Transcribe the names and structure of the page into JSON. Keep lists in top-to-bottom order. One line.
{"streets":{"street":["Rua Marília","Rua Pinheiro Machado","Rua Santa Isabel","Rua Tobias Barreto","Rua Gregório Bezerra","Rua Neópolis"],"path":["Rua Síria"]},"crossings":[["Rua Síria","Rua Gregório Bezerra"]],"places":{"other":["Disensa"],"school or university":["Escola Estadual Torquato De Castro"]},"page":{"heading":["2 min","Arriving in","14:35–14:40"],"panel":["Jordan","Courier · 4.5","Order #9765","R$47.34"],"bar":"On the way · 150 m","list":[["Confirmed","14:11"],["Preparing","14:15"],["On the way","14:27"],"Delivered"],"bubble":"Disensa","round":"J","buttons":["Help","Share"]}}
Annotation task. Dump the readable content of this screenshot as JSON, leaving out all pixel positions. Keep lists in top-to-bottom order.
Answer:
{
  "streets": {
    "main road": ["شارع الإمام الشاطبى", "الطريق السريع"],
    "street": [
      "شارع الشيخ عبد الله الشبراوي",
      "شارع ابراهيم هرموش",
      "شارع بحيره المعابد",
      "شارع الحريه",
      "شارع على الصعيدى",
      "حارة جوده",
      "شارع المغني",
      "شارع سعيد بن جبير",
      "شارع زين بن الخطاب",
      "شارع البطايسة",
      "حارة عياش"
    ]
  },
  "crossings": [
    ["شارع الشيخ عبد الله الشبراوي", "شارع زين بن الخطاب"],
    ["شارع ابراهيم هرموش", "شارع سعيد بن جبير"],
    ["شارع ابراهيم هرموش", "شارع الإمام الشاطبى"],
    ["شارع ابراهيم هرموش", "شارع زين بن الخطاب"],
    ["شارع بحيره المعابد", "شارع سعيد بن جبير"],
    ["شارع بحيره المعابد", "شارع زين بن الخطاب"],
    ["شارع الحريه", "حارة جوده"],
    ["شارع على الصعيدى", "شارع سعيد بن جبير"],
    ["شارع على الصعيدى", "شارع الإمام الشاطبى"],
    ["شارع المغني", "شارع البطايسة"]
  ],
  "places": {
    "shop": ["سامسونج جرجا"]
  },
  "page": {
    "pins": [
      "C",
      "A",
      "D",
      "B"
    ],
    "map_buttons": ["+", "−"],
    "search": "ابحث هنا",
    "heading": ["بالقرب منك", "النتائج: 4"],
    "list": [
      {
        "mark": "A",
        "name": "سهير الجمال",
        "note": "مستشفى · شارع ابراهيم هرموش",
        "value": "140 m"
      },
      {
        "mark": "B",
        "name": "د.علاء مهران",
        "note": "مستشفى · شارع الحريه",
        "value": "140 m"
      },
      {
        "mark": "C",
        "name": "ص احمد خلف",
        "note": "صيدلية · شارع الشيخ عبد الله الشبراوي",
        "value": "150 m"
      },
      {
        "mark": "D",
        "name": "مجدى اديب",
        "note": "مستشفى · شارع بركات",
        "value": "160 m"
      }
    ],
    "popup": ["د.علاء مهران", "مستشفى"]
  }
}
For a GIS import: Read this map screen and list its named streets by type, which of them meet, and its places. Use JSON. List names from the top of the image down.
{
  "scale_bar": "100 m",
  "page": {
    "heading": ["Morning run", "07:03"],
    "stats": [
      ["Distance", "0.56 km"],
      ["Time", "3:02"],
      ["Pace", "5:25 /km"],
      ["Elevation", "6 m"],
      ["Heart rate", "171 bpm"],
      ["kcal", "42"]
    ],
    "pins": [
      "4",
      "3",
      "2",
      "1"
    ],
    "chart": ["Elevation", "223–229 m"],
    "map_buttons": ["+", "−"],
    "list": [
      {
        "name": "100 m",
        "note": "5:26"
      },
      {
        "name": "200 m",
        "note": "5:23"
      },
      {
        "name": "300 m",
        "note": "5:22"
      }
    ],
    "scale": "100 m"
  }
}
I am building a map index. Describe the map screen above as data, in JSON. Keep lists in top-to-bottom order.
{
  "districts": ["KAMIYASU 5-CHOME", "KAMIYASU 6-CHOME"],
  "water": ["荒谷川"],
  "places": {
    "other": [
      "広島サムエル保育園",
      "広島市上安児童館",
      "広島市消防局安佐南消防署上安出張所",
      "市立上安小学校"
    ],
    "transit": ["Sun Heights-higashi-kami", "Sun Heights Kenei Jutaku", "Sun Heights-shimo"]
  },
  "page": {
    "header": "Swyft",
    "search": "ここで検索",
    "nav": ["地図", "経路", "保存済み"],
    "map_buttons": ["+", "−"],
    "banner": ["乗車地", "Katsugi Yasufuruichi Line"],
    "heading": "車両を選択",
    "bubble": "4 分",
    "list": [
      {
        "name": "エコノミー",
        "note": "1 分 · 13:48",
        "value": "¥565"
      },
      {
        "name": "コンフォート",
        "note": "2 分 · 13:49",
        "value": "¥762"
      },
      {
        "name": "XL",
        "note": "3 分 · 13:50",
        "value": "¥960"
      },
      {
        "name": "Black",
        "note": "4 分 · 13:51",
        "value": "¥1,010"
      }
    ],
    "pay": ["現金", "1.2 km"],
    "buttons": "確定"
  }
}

++++

For each line in the entries that contains the string "حارة", make a copy.

**Response area:**
      "حارة جوده",
      "حارة عياش"
    ["شارع الحريه", "حارة جوده"],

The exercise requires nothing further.